Some tips to avoid this issue:
- Rising up a bit in postures helps.
- Pressing down the little toe helps to activate the lateral muscles of the hip and leg to restore good alignment.
- Golden rule: knees over toes!
This Week I've Been Making...Peppers in Balsamic Vinegar
I've been reading Under the Tuscan Sun by Frances Mayes (you may have heard of it - apparently it was made into a film with Diane Lane). It's the tale of a couple who restore an old stone farmhouse in Tuscany. I've enjoyed the descriptions of the simple pleasures Frances Mayes took in her new surroundings - shopping daily at markets, the smell of ripe peaches in a bowl on the kitchen counter and the slower pace of life the locals lead. She is a cook too and shares some of her recipes in the centre of the book. I was inspired to try the Peppers in Balsamic Vinegar, partly because I'm always looking for things to add to a salad and partly by the fact that this recipe has just 3 ingredients!
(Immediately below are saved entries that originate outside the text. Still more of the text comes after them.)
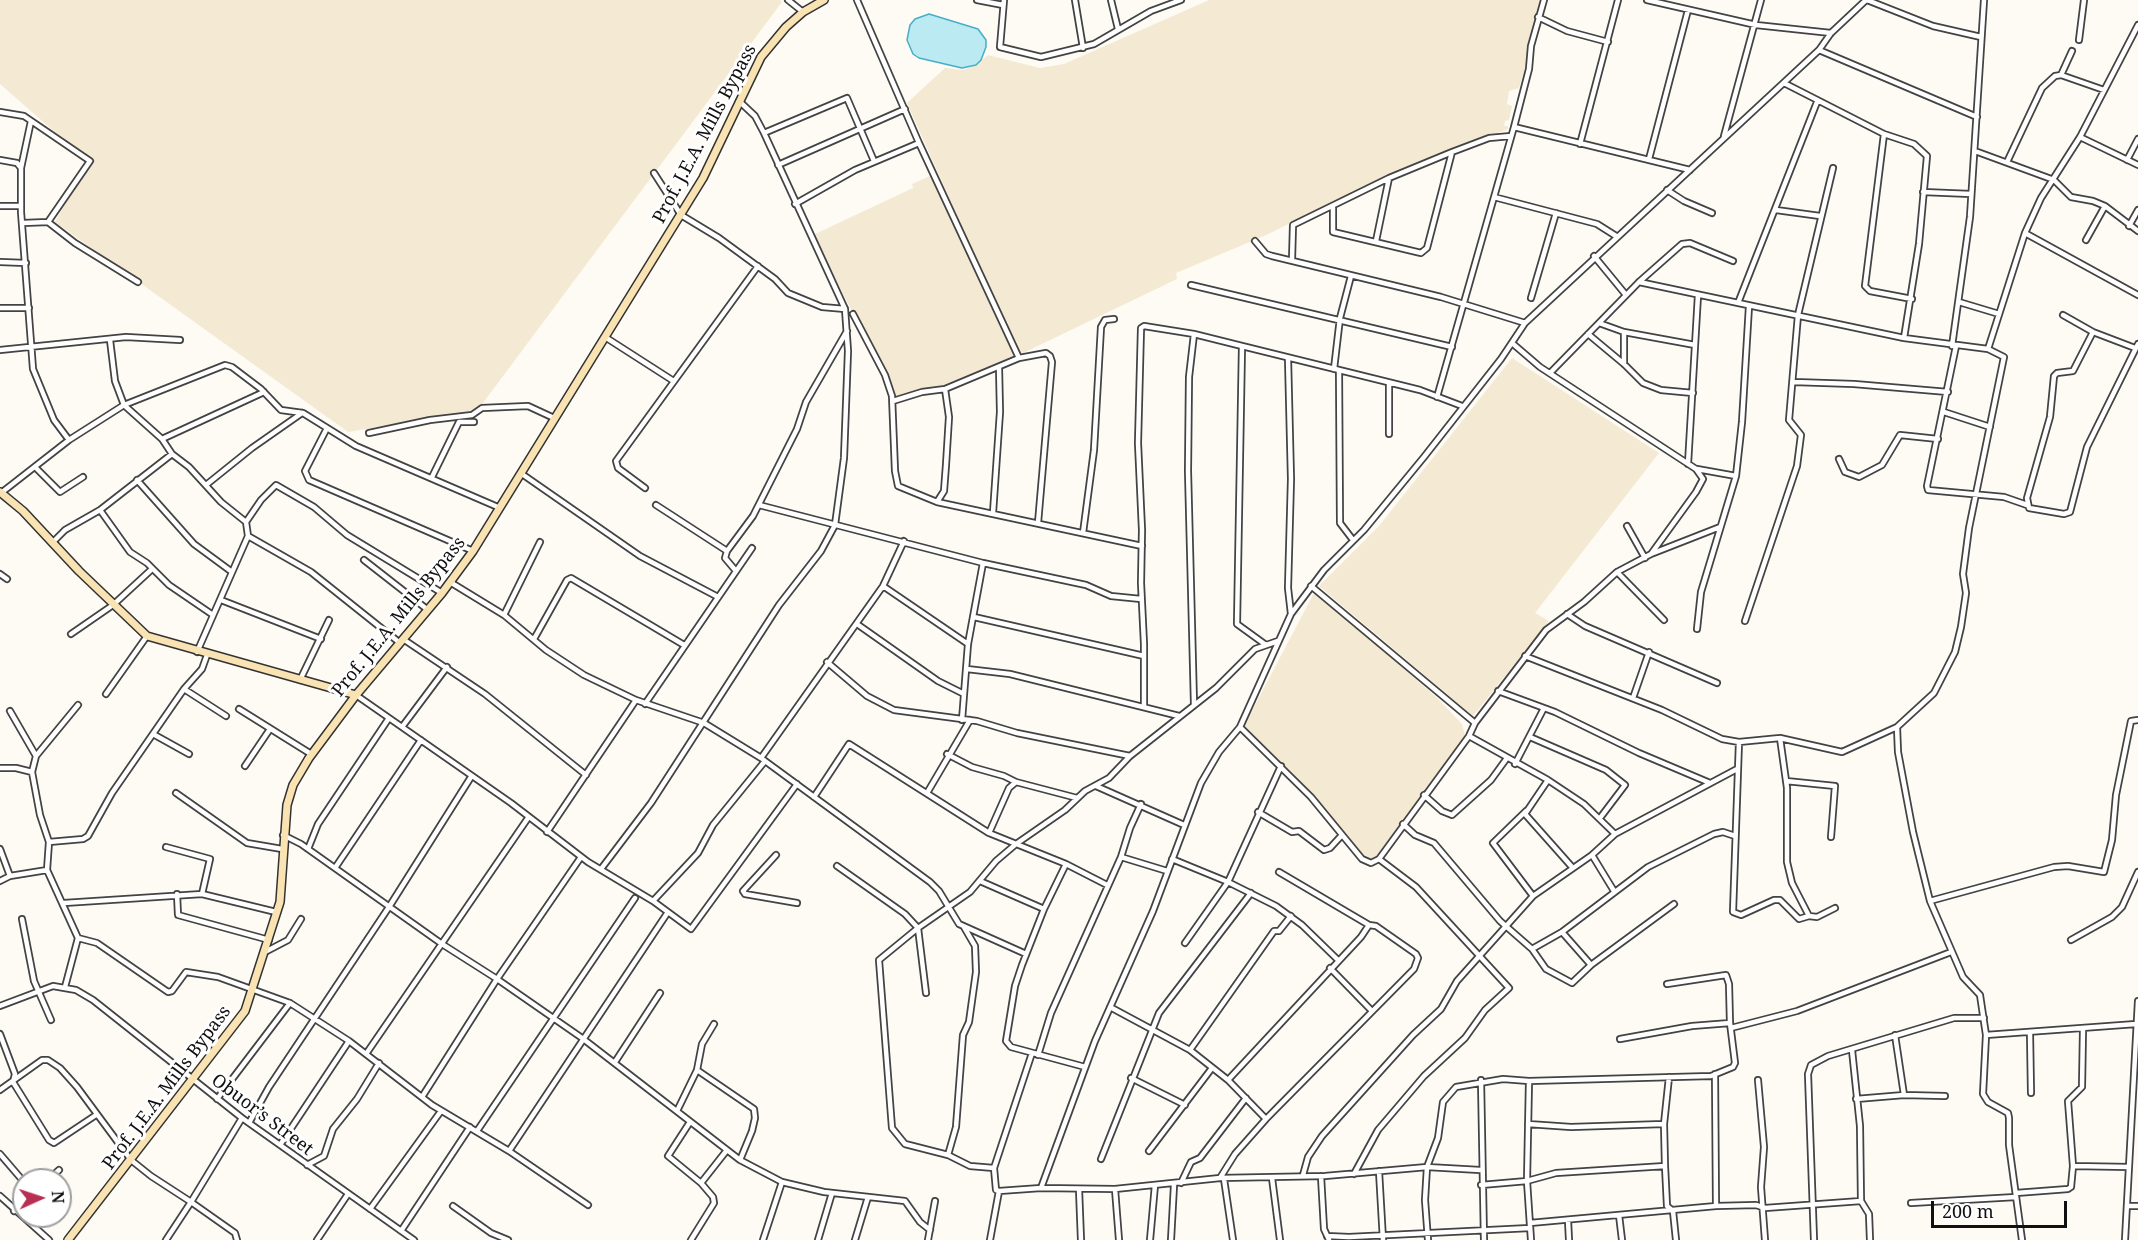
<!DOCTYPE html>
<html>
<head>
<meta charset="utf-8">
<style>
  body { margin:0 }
  #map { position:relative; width:2138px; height:1240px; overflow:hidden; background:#fefaf4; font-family:"Noto Serif",serif }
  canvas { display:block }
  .north { position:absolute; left:12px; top:1168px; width:60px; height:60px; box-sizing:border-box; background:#fff; border:2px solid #9f9f9f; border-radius:50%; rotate:87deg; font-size:16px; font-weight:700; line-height:24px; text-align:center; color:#101010 }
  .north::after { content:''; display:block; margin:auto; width:21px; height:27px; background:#b92f53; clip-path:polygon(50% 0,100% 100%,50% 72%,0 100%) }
  .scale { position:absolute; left:1931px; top:1201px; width:136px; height:27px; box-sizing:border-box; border:3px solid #101010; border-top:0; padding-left:8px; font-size:18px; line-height:21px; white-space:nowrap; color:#101010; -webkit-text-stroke:4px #fff; paint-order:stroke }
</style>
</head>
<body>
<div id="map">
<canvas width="2138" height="1240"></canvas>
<div class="north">N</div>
<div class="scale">200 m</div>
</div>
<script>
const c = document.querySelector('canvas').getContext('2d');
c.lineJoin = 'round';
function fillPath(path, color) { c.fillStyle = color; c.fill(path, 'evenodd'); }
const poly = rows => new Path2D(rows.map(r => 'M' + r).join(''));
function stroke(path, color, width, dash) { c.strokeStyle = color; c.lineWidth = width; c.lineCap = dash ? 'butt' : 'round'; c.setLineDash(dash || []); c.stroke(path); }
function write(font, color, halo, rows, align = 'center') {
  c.font = font + ' "Noto Serif",serif'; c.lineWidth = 6; c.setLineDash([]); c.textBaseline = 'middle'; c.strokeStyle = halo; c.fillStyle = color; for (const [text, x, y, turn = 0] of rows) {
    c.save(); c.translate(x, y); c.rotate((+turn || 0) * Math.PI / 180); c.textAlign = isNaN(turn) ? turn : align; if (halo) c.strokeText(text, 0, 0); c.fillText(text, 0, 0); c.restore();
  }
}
const farmland = poly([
  [0,0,780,0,782,2,477,411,348,432,55,222,88,161,0,84],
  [1209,0,1540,0,1526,74,1523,74,1519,88,1509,91,1507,104,1512,106,1509,120,1505,121,1504,126,1508,126,1508,129,1396,172,1264,236,1176,273,1177,279,1019,355,907,103,945,68,963,70,974,66,988,55,1040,68,1064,64],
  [932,175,1015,358,946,385,896,397,813,235,913,188,912,184],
  [1512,358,1659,453,1535,613,1549,621,1473,716,1319,586,1379,526],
  [1315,591,1436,697,1462,724,1465,736,1374,859,1365,858,1306,788,1244,726]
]);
const water = poly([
  [929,14,978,29,986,40,986,47,981,60,976,65,962,68,919,58,913,54,907,40,910,25,915,19,929,14]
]);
const street = poly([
  [788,0,803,12],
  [857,0,919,143,1019,358],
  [977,0,1003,5],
  [1004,0,1000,47,1041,57,1094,44,1151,11,1181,0],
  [1075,0,1083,48],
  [1111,0,1118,29],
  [1647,0,1756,25,1831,33],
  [1867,0,1933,26,1981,37],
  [1538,17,1567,31,1608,42],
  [2079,40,2084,0],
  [1819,50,1977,117],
  [2061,75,2072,51],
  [1784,83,1884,134,1914,144,1927,156,1919,244,1904,338],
  [0,112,24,116,90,161,48,222,23,223],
  [1514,127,1690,170],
  [764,133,847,98,874,161],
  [1884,134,1865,286,1870,291,1912,299],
  [1724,136,1761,0],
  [2080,137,2138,165],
  [1580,144,1618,0],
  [1975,151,2054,180,2071,197,2093,201,2105,206,2138,231],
  [1649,159,1688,10],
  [0,160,17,163,21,168,21,212,33,369,54,420,69,440],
  [2127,160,2138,139],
  [2007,162,2042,88,2055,76,2061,75,2104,90],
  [778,165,905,109],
  [21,168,31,121],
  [654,173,681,215,719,238,775,279,788,293,822,307,845,309],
  [1667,190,1684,201,1712,213],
  [1923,192,1971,194],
  [1494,197,1597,224,1616,236],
  [795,204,855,170,919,143],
  [0,206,21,206],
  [1333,208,1333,232,1421,253,1427,248,1452,152,1489,138,1511,136],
  [1776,210,1820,216],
  [48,222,75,243,138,282],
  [2129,226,2138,210],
  [2025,233,2138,295],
  [2086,240,2105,206],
  [1255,241,1266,254,1272,256,1441,297,1525,323],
  [1376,241,1389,178,1452,152],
  [1594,256,1626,295],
  [1292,260,1293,225,1389,178],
  [0,262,26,263],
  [1639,282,1904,338,1988,349,2025,233,2041,198,2080,137,2138,25],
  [1191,285,1452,347],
  [1531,298,1556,213],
  [1959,302,1999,314],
  [1738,303,1817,102],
  [0,308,29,308],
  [853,314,885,375,892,396,895,471,898,486,937,502,1142,546],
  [2063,315,2093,332,2135,348],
  [1599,323,1624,332,1695,345],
  [1624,332,1624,364],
  [2093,332,2073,371,2057,373,2054,376,2050,417,2027,498,2029,508,2064,514,2070,512,2087,447,2138,344],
  [1194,334,1189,377,1188,471,1194,704],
  [1588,334,1624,364,1643,383,1661,390,1693,393],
  [605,337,672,380],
  [110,340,115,381,124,405,162,439,172,454,189,467,221,502,246,522],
  [1242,346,1237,624,1266,645],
  [1952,346,1970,217,1984,0],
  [1956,346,1927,486,1928,490,2004,497,2027,505],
  [0,350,126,337,180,340],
  [1288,358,1291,479,1288,588,1291,614],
  [1334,369,1340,318,1351,276],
  [1339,370,1340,523,1353,540],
  [1550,373,1639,282,1682,244,1690,243,1733,261],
  [1794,382,1854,384,1948,392],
  [1437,397,1514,127,1529,69,1531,46,1544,0],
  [893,401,922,392,945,389,1019,358,1046,353,1050,356,1052,362,1038,523],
  [1944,412,1990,427],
  [326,430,305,471,309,480,473,551],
  [369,433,430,420,472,415,482,408,528,406,554,418],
  [1389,434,1389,384],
  [162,439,264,392],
  [1839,459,1845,472,1859,477,1882,465,1900,435,1938,439],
  [1688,464,1698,295],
  [35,467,60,492,83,477],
  [1697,469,1736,476],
  [522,474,640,556,718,597],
  [432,477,459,422,474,422],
  [137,480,194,544,232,572],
  [206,485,252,448,302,413],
  [645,488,618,468,616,461,758,266],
  [1,493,69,440,124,405,225,365,232,367,261,389,281,410,303,413,356,446,500,508],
  [937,502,944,491,946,465,949,417,945,389],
  [656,505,727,551],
  [759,505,983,563,1086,585,1111,596,1141,599],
  [100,510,130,552,147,563,169,585,213,615],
  [993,513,1000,412,999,367],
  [1627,526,1645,558],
  [1083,533,1094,450,1101,327,1105,320,1114,319],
  [248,536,311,572,400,643],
  [52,543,65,530,100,510,172,454],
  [1651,554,1720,527],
  [364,560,428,610],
  [736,571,725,558,727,551,753,516,797,429,806,402,847,331],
  [1617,572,1664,620],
  [0,574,7,579],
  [450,582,504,615,546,650,584,675,636,700,704,723,761,758,930,882,939,891,959,924,1026,954],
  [883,586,968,644],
  [1311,586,1475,723],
  [221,600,321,639],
  [1567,614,1585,626,1717,683],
  [504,615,540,542],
  [974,617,1144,656],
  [1745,621,1797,466,1801,435,1789,420,1798,315,1833,168],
  [857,624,938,681,962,693],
  [1697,629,1701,592,1736,476,1742,422,1749,306],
  [71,634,113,605,152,569],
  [403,639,485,694,586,775],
  [534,639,567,580,571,578,684,645],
  [197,652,248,536,246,522,261,500,276,485,314,507,347,535,442,593],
  [1525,656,1662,710,1722,739,1739,742,1780,738,1842,752,1897,727,1934,693,1955,652,1961,627,1966,593,1963,574,1969,528,2004,357,1988,349],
  [827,662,867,696,894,710,977,721,1017,733,1130,756],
  [967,669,1010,674,1179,716],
  [300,680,329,620],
  [184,689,226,716],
  [1498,691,1555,712,1639,753,1710,783],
  [106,694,147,636],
  [356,695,511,803,588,862,653,901,691,929,797,784],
  [1633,698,1649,652],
  [645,704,752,548],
  [1144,705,1144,644,1141,583,1142,530,1138,443,1141,328,1144,326,1194,334,1242,346,1420,390,1462,406],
  [239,709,311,754],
  [10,711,36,756],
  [962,720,968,644,983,563],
  [402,727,447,667],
  [1240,727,1311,797,1362,859,1371,863,1379,859,1469,736,1475,723,1546,630,1584,602,1617,572,1651,554,1696,492,1703,479,1696,469,1540,367,1512,343],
  [1897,727,1898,752,1913,832,1930,901,1963,977,1980,995,1986,1035,1983,1094,1988,1102,2008,1113,2009,1118,2009,1145,2022,1240],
  [153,734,189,754],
  [1469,736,1548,780,1584,804,1615,834],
  [1530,737,1606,770,1625,785,1600,818],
  [1780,738,1787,788,1787,862,1792,883,1809,916,1817,917,1835,908],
  [1739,742,1733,912,1741,915,1774,900,1780,900,1799,919,1809,916],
  [947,754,972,767,1004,776,1016,782],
  [761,758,883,586,904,541],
  [1515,764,1544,708],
  [245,766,270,729],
  [0,768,16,768,32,772],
  [1548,780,1525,814,1572,867],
  [1786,781,1835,786,1831,837],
  [1096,786,1184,825],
  [176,793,247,843,282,849],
  [927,793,970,720],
  [1424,795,1442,811,1452,815,1491,780,1507,758],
  [814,797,849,744,989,833],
  [1077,798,1016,782,1009,788,989,833,1066,864,1107,885],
  [1526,811,1493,843,1533,896],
  [1258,812,1292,832,1299,831,1324,850,1330,848,1342,835],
  [1403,824,1415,835,1434,843,1500,921,1532,949,1546,969,1572,983,1591,965,1674,904],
  [547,832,636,700],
  [283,835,301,844,442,944,497,979,582,1038,740,1160,782,1182,824,1192,905,1201,920,1222,930,1230],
  [49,842,83,839,88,836,112,793,184,689,202,669,207,655],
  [166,847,210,859,202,894],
  [0,849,10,876],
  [308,849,318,824,389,718],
  [776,855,743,891,745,894,797,903],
  [1592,855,1614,891],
  [1121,857,1167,871],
  [1172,859,1228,882,1276,906,1302,925,1338,960],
  [1066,864,1044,909,1022,965,1015,986,1006,1041,1011,1047,1085,1067],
  [837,866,905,914,918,928,926,993],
  [335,868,421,740],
  [601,869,651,803,779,605,821,551,835,525,844,458,848,351,845,309,764,133,755,116,739,101],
  [1279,872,1369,925],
  [0,881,10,876,47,870],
  [980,881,1044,909],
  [177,894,178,915,269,940],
  [653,901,698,853,713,825,765,761],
  [1930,901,2054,867,2068,866,2104,872,2112,840,2116,795,2131,721,2138,720],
  [64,903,202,894,276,912],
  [22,919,34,981,51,1020],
  [1562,932,1591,965],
  [78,938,97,943,168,992,172,991,186,972,218,977,290,1003,349,1041,432,1105,509,1151,588,1205],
  [2071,940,2112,917,2122,907,2138,872],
  [1185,943,1228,882,1281,766],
  [1532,949,1562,932,1648,867,1714,834,1723,832,1735,836],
  [265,952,288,940,301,919],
  [1330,968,1371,1010],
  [65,987,78,938,47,870,49,842,40,815,32,772,36,756,78,705],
  [0,1006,53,986,76,990,93,1000,242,1118,414,1240],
  [1110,1007,1190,1050,1228,1080,1266,1119,1235,1154,1220,1178],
  [1731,1028,1797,1011,1951,952],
  [2030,1033,2031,1093],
  [0,1034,15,1074,13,1082,49,1140,54,1143,96,1115],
  [1895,1035,1904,1095],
  [1986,1035,2136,1024],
  [1620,1039,1692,1026,1730,1023],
  [1190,1050,1274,931,1279,931,1291,916],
  [1852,1050,1860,1126,1861,1201,1869,1214,1870,1240],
  [366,1054,528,818],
  [1038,1055,1051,1013,1121,857,1130,828,1141,804],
  [615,1062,660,993],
  [697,1070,754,1109,755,1118,752,1131,740,1160],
  [1715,1074,1716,1206],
  [1669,1077,1664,1124,1665,1166,1667,1206,1673,1211,1676,1240],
  [1131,1078,1185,1105],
  [1228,1080,1361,937,1369,925,1376,926,1416,954,1418,958,1414,969,1266,1119],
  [1481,1080,1484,1240],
  [1758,1080,1764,1147,1761,1187,1765,1240],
  [1529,1081,1527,1181,1531,1240],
  [0,1090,42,1060,48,1060,60,1068,77,1087,131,1160,151,1176,191,1202,242,1118],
  [422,1097,497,979,581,857],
  [217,1099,290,1003],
  [1856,1099,1904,1095,1945,1096],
  [677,1111,697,1070,702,1044,714,1024],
  [690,1122,668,1156,701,1183,713,1197,714,1203,691,1240],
  [249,1123,269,1087,389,907,471,777],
  [1528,1124,1571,1127,1664,1124],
  [477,1131,635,898],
  [280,1145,349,1041],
  [509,1151,668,912],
  [1149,1151,1212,1068],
  [0,1154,24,1182],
  [948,1155,956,1127,963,1035,969,1022,976,972,975,946,964,927],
  [1101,1159,1159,1013,1251,893],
  [307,1165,324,1156,333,1129,357,1099,379,1063],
  [2073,1166,2129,1167],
  [994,1168,970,1166,948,1155,905,1144,892,1128,879,960,918,928,970,892,996,861,1016,844,1065,810,1085,791,1109,778,1130,756,1216,688,1255,649,1278,641],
  [1379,1171,1383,1240],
  [1354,1174,1378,1130,1424,1076,1465,1038,1485,1010,1509,988,1416,887,1379,859],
  [1303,1175,1308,1157,1322,1136,1413,1035,1441,1009,1457,981,1533,896,1592,855,1615,834,1737,769],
  [1321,1176,1324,1229,1329,1240],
  [1272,1178,1280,1240],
  [1224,1179,1233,1240],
  [48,1180,59,1170],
  [701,1183,727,1150],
  [1181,1183,1191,1162,1200,1158,1246,1098],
  [1481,1185,1527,1181,1556,1173,1665,1166],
  [1041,1188,1115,1189,1220,1178,1325,1176,1427,1167,1480,1170],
  [1079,1189,1081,1240],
  [1115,1189,1119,1240],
  [999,1191,996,1190,994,1168,1032,1053],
  [2016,1193,2068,1189,2071,1187,2073,1166,2068,1101,2082,1087,2083,1030],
  [0,1196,49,1240],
  [1911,1203,2016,1197],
  [453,1206,491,1233,508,1240],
  [2127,1206,2138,1206],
  [370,1209,441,1111],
  [14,1211,24,1202],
  [1619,1215,1622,1240],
  [1568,1220,1569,1240],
  [1530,1223,1716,1206,1756,1205,1765,1208,1861,1201],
  [401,1231,470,1127],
  [1327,1236,1349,1237,1530,1228],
  [166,1240,191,1202,235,1233,237,1240],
  [317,1240,348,1194],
  [763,1240,782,1182],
  [818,1240,832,1193],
  [855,1240,868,1197],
  [928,1240,935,1201],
  [990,1240,999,1191,1041,1188,1095,1041,1153,911,1201,783,1219,752,1240,727,1291,614,1324,570,1364,530,1424,457,1501,359,1525,323,1819,50,1831,33,1866,0],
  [1150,1240,1155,1185],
  [1171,1240,1174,1185],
  [1428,1240,1425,1200,1427,1167,1438,1138,1443,1102,1456,1087,1503,1079,1529,1081,1711,1076,1733,1067,1735,1063,1730,1023,1729,984,1726,975,1667,984],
  [1814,1240,1808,1074,1811,1065,1828,1056,1954,1018,1984,1018],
  [2125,1240,2138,1001]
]);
const secondary = poly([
  [0,492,23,511,79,571,147,636,356,695],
  [68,1240,245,1011,280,902,287,805,293,785,309,758,356,695,442,593,473,551,703,178,761,57,786,27,803,12,824,0]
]);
const streetNames = [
  ["Prof. J.E.A. Mills Bypass",705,134,-62],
  ["Prof. J.E.A. Mills Bypass",399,617,-51],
  ["Prof. J.E.A. Mills Bypass",167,1088,-53],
  ["Obuor’s Street",262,1115,37]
];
fillPath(farmland, '#f4ead4');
fillPath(water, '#bbeaf3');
stroke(water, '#46aec6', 1.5);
stroke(street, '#434343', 8);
stroke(secondary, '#323232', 10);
stroke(street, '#fff', 4.5);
stroke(secondary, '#fae3b3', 7);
write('18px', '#101010', '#fff', streetNames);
</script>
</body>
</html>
You'll need: a quarter of a cup of Balsamic Vinegar, a little olive oil, and 3 peppers - red, green and yellow
Here's how to do it:
De-seed and slice the peppers. Put a little olive oil in a pan on a low heat and add the peppers. Stir and add the Balsamic Vinegar. Leave on a very low heat for about an hour. The peppers should be almost "melting" (Frances Mayes' description). If the mixture is looking dry at any time add a little more oil and vinegar. That's it - couldn't be easier! And very good when added to my mixed salad and cous-cous.
This Week I've Been Visiting... Tibits, Heddon Place, off Regent Street, London W1B 4DA http://www.tibits.ch/en/restaurants.html
I just discovered this little gem of a restaurant thanks to a recommendation from one of my students. Tucked away in a little enclave just off Regent Street, I've probably walked past it many times but never noticed it. The fresh, home-cooked vegetarian food is served at a buffet table, where you choose a spoonful of this and a spoonful of that and a little of what takes your fancy. As a long-time vegetarian it's an absolute pleasure to have such a choice of delicious vegetarian food - salads, hot dishes and soups as well as juices and creative desserts. You load up your plate and take it to the till where you are charged by the weight of your food! This yummy plateful cost me £7.90.
Inside the restaurant |
This Week I've Been Growing...Grass
I love, love, love summer. The long evenings, warm air, blue sky and sunshine lift my soul. But the lovely warmth and all the rain we've had means the grass is growing at an alarming rate. I don't mind mowing the grass though, it's like a walking meditation giving me time to think. I enjoy the simple rhythm of the task and I love the smell too. If I'm ever feeling a little unsatisfied or niggly with things I find that cutting the grass gives a me great sense of satisfaction. If there is time to cut the edges of the lawn too it gives a neat finish which adds to the feeling of a job well done. I recommend thinking about mowing not as a chore, but more as therapy - you feel better and the garden looks better too.